Asian Movie Memorabilia Stars in Michaan’s October Annex

This true story involving the Great Star Theatre holds so many twists and turns of fate that it’s almost as dizzying as the martial arts moves projected on the theater’s screen.  It all began with an entrepreneur with a broken heart.  Said businessman wanders the streets of North Beach into Chinatown, trying to make sense of the fight he had had with his girlfriend.  He stumbles upon an abandoned theater and being a real estate refurbisher, he begins to envision the theater’s potential.  He makes a couple of calls, including one to his friend Ken Montero.  Before you know it, the two have become business partners, about to embark on the renovation of San Francisco’s Great Star Theatre.

A promotional movie poster from "The Dragon Tamers."

A promotional movie poster from “The Dragon Tamers.”

Montero’s experience with the theater lead him to an unexpected discovery, which then lead him to Michaan’s Auctions.  The pair took over the theater in 2008.  It had been closed since 1989, along with many other single screen theaters that had fallen on hard times.  But the Great Star Theatre had something going for it that others may have been lacking: history.  After San Francisco’s 1906 earthquake, it became the first theater built in Chinatown, erected in 1925.  In 1950, the famed Shaw Brothers Studio took it over and renovated the movie house.  The Shaw Brothers production studio is well-known for kung fu and action classics such as “The 36th Chamber of Shaolin,” “Five Deadly Venoms” and “The One-Armed Swordsman.”  Their movies also launched the careers of stars like Jet Li, Ti Lung, David Chiang, Alexander Fu Sheng, Gordon Liu and Jimmy Wang Yu.  The Great Star Theatre remains important to this day, as it is the only remaining Chinese theater in any Chinatown in the United States.
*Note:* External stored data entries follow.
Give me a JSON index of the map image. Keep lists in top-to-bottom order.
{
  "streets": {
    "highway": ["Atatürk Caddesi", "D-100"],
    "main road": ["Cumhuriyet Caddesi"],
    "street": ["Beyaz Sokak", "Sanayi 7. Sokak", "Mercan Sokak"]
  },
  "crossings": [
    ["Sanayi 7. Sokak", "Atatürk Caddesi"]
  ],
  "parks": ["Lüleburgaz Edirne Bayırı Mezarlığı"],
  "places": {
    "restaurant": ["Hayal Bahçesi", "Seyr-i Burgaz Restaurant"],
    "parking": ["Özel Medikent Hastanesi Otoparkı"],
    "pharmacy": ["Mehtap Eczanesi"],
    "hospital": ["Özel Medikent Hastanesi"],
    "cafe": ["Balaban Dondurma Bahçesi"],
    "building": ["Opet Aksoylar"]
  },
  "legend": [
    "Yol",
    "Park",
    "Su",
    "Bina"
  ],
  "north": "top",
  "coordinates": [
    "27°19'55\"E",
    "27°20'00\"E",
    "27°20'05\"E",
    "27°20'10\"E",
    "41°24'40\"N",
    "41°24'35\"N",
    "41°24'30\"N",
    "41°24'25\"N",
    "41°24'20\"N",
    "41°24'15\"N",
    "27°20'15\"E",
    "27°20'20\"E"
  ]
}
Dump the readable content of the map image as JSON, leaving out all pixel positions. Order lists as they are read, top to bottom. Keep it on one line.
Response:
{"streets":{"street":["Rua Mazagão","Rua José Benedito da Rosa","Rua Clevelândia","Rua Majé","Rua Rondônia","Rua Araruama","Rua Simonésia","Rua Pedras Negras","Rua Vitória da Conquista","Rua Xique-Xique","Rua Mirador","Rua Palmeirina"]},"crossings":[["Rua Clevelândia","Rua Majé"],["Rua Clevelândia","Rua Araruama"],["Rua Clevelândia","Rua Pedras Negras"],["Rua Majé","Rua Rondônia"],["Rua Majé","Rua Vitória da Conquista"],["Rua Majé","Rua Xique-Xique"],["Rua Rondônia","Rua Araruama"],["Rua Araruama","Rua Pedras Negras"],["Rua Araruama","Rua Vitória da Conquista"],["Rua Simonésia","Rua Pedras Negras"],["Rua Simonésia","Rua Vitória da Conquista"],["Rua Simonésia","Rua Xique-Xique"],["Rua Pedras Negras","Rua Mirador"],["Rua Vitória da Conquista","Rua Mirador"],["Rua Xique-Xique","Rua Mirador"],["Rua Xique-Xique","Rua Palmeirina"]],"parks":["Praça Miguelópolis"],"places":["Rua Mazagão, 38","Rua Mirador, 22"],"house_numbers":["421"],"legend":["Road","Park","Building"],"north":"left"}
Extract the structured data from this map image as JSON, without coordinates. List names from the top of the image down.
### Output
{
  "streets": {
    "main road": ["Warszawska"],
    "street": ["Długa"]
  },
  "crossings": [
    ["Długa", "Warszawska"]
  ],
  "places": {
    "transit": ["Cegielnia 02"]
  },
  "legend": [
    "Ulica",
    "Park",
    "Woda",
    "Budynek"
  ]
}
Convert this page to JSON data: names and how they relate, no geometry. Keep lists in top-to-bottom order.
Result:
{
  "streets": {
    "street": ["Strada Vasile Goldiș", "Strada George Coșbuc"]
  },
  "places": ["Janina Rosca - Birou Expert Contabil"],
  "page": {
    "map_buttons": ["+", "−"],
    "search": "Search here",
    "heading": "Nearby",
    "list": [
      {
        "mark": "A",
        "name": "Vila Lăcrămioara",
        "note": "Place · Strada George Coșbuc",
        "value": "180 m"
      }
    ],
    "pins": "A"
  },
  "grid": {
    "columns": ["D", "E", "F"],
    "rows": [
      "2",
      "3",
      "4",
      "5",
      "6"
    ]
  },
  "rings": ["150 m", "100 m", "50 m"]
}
Lobby cards featuring stills.

Lobby cards featuring stills from “The Prodigal Son,” “The Great Emporer’s Concubine,” and “A Day Without Policemen.”

Unfortunately, when Montero and his business partner acquired the historical gem, it was in shambles.  It was so filthy and moldy that their first year of ownership was spent cleaning it to the tune of around $10,000.  But, there was something salvageable amongst the rubble.  Montero recalled being in the basement of the theater by the fire equipment.  It was there that he uncovered lobby cards, movie posters and ticket stubs in prime condition from the promotion and sales of popular Asian films.  Montero did not think much of them at the time, but he decided to hold on to them nonetheless.  Lucky for him and Bay Area collectors and movie buffs that he did.  The uncovered collection will now be sold at Michaan’s October Annex Auction, providing a rare opportunity to own unique memorabilia from this Asian movie genre.